# WHAT TO WORK ON
Please report how many lines of the following entries hold the word "stream", giving the number alone.

-- DATASET CONTENT follows --

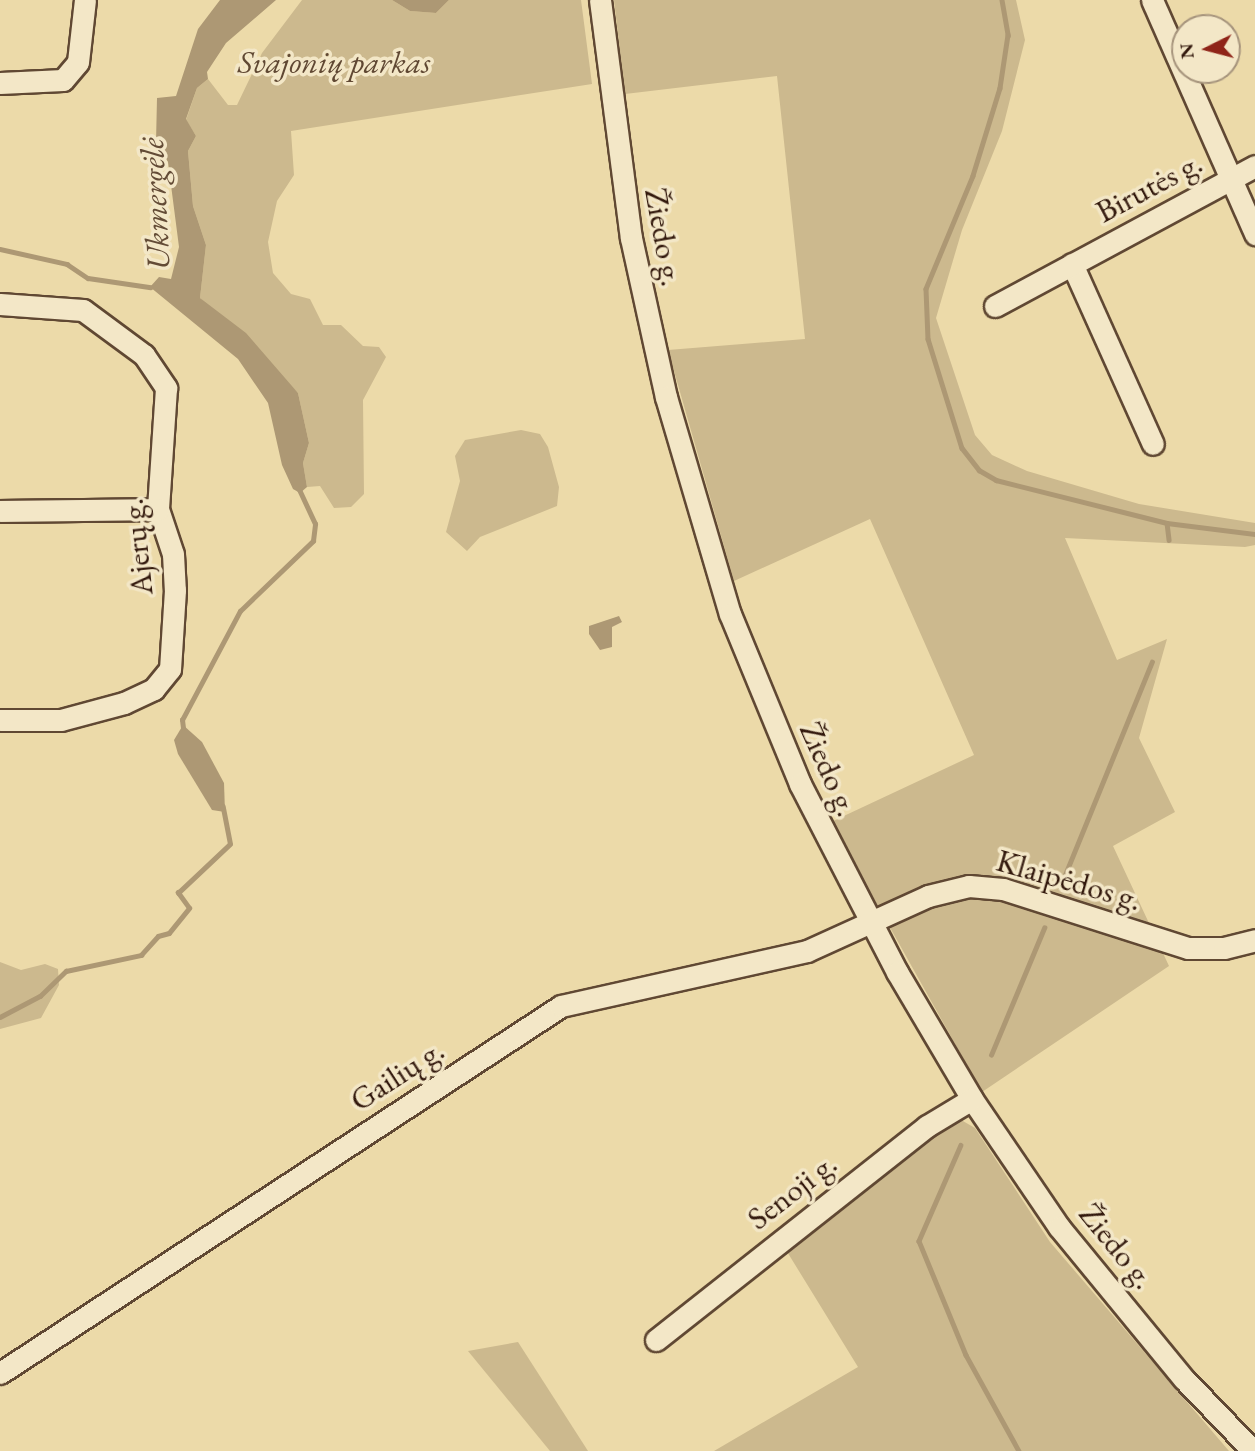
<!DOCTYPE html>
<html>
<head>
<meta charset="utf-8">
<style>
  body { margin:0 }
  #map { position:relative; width:1255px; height:1451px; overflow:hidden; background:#ecdaa9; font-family:"EB Garamond",serif }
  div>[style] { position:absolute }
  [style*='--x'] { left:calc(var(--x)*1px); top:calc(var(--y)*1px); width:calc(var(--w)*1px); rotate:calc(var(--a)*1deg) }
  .green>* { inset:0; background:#ccb98e }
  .water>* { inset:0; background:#ad9874 }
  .stream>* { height:4.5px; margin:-2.25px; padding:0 2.25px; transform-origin:2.25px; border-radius:2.25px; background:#ad9874 }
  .roads { filter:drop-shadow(2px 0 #604833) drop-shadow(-2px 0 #604833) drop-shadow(0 2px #604833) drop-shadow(0 -2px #604833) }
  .minor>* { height:21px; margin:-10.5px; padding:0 10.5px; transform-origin:10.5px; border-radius:10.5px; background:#f3e7c7 }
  span { translate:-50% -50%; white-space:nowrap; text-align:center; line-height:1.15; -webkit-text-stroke:7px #f3e7c7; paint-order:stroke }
  .park-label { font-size:32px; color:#604833; font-style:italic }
  .street-label { font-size:32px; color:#32180c }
  .water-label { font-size:33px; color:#634b36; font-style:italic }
  .north { position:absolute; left:1171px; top:14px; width:70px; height:70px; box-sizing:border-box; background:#f3e7c7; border:2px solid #a6947c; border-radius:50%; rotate:264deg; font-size:19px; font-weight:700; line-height:28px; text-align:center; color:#32180c }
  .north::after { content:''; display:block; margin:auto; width:24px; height:32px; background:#8f2418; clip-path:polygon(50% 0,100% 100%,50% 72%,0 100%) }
</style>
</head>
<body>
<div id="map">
  <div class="green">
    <i style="clip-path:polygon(302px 0,392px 0,410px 11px,436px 13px,449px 0,581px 0,592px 84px,291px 131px,294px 175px,277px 201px,268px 242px,273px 273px,291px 294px,310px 299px,323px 325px,341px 325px,363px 346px,379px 347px,386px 357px,363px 400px,364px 494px,351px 507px,334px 508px,320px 486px,307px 487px,303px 463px,309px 443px,298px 393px,200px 298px,206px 245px,193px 206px,188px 151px,196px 136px,186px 120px,197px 88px,208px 79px,228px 105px,237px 105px,262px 53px)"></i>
    <i style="clip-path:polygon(614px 0,1016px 0,1025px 40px,1002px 131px,962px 230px,936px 318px,975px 435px,992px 455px,1027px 471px,1139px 504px,1255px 523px,1255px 545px,1245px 547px,1065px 538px,1117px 660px,1167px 639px,1139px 738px,1175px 812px,1113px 846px,1169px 966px,982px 1092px,831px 822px,974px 755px,870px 519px,734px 581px,668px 350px,805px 339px,777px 76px,625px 94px)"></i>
    <i style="clip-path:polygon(521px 430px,540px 434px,548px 447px,559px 487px,557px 506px,480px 537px,467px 551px,446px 532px,460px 481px,455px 456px,465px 440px)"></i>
    <i style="clip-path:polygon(0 962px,21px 970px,45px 964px,58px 969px,59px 985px,41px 1018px,0 1029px)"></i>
    <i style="clip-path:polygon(956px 1117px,975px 1128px,1050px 1242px,1229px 1451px,714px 1451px,858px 1367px,786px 1250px,799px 1230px)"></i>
    <i style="clip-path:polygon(518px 1342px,588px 1451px,550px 1451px,468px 1351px)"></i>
  </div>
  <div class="water">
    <i style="clip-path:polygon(220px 0,276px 0,226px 43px,207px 72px,208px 79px,197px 88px,186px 119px,196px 136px,188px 151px,193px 206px,206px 245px,200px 298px,246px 333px,298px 393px,309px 443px,303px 463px,307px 487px,300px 493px,293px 489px,282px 465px,268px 403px,238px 359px,150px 287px,159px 277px,171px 279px,179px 247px,168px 162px,156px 142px,157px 98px,176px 96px,198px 29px)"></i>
    <i style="clip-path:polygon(392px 0,449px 0,436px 13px,410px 11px)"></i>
    <i style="clip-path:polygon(619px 616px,622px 622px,612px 627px,612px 647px,600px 650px,589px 634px,589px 626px)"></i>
    <i style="clip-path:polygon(183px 725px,202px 742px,224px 783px,225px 812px,212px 810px,178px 754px,174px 740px)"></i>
  </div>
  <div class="stream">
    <i style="--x:1002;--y:0;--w:36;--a:80"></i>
    <i style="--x:1008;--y:35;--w:54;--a:98.6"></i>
    <i style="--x:1000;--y:88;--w:92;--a:107.1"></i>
    <i style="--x:973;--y:176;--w:122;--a:112.6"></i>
    <i style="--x:926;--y:289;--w:50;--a:87.7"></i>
    <i style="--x:928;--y:339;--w:114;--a:72.7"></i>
    <i style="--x:962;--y:448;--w:28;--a:52"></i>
    <i style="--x:979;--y:470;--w:20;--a:30"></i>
    <i style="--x:996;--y:480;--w:176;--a:14.1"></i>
    <i style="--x:1167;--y:523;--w:89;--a:7.1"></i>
    <i style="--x:0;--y:249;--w:69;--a:12.6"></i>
    <i style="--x:67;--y:264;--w:25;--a:34"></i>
    <i style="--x:88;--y:278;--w:63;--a:8.3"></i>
    <i style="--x:1167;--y:523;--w:17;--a:83"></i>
    <i style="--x:183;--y:728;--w:8;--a:-97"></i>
    <i style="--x:182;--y:720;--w:123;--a:-62"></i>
    <i style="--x:240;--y:611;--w:101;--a:-43.8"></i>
    <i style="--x:313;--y:541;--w:17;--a:-83"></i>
    <i style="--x:315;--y:524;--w:38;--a:-115"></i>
    <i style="--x:1060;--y:887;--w:243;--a:-67.8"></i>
    <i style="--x:0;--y:1017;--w:45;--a:-27.7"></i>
    <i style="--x:40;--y:996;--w:36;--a:-44"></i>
    <i style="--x:66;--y:971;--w:77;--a:-12"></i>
    <i style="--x:141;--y:955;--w:25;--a:-48"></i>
    <i style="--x:158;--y:936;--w:11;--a:-15"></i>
    <i style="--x:169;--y:933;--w:32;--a:-51"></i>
    <i style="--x:189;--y:908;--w:19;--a:-126"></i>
    <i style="--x:178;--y:893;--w:71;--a:-43.3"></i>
    <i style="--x:230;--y:844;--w:38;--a:-101"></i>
    <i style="--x:991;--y:1055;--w:138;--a:-67.3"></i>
    <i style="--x:961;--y:1145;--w:105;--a:113.6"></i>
    <i style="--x:919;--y:1241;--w:123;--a:67.6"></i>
    <i style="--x:966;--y:1355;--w:110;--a:61.1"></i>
  </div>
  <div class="roads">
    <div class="minor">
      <i style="--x:600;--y:0;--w:240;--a:82.6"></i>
      <i style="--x:631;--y:238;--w:163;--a:77.6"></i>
      <i style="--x:666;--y:397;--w:226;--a:73.6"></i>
      <i style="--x:730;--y:614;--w:184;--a:67.6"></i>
      <i style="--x:800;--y:784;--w:212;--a:62.7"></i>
      <i style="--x:897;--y:972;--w:147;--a:59.4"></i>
      <i style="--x:972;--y:1099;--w:155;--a:55.8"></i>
      <i style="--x:1059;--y:1227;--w:197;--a:50.6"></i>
      <i style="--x:1184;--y:1379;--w:100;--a:46.2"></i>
      <i style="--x:1152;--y:0;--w:256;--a:66.2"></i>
      <i style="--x:0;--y:83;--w:63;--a:-2.7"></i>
      <i style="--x:63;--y:80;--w:23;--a:-50"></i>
      <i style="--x:78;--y:62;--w:62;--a:-83.6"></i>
      <i style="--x:1072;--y:264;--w:197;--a:65.8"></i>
      <i style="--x:0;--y:304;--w:83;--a:4.1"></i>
      <i style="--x:83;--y:310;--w:76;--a:36.4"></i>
      <i style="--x:144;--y:355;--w:40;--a:56"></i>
      <i style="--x:166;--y:388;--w:121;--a:93.8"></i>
      <i style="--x:158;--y:509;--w:47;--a:71.6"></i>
      <i style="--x:173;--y:554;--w:36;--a:87"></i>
      <i style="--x:175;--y:590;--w:79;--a:93.6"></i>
      <i style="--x:170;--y:669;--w:26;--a:129"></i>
      <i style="--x:154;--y:689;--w:33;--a:155"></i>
      <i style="--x:124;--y:703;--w:65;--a:164.9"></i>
      <i style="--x:61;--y:720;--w:61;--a:180"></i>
      <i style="--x:995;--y:306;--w:295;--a:-28.3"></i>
      <i style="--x:0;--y:511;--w:158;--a:-0.7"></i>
      <i style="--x:656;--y:1340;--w:345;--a:-38.3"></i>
      <i style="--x:927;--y:1126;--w:52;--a:-31"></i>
      <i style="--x:0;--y:1373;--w:670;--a:-33.19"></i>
      <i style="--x:561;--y:1006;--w:252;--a:-12.6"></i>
      <i style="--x:807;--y:951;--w:133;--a:-24.4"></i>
      <i style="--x:928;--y:896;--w:42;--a:-13.7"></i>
      <i style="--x:969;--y:886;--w:34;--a:5"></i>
      <i style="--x:1003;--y:889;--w:194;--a:17.7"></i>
      <i style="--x:1188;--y:948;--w:36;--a:0"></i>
      <i style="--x:1224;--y:948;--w:32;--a:-14"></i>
    </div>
  </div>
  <div class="park-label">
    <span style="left:334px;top:62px">Svajonių parkas</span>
  </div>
  <div class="street-label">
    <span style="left:1149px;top:187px;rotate:-28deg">Birutės g.</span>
    <span style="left:664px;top:237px;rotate:80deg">Žiedo g.</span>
    <span style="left:137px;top:547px;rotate:-96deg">Ajerų g.</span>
    <span style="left:829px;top:769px;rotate:66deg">Žiedo g.</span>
    <span style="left:1069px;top:880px;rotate:16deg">Klaipėdos g.</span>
    <span style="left:397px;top:1075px;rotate:-33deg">Gailių g.</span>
    <span style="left:792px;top:1191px;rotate:-38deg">Senoji g.</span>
    <span style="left:1117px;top:1246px;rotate:51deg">Žiedo g.</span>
  </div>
  <div class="water-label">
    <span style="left:155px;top:204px;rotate:-93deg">Ukmergėlė</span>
  </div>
  <div class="north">N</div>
</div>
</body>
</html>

-- DATASET CONTENT concluded --

# RESPONSE AREA
2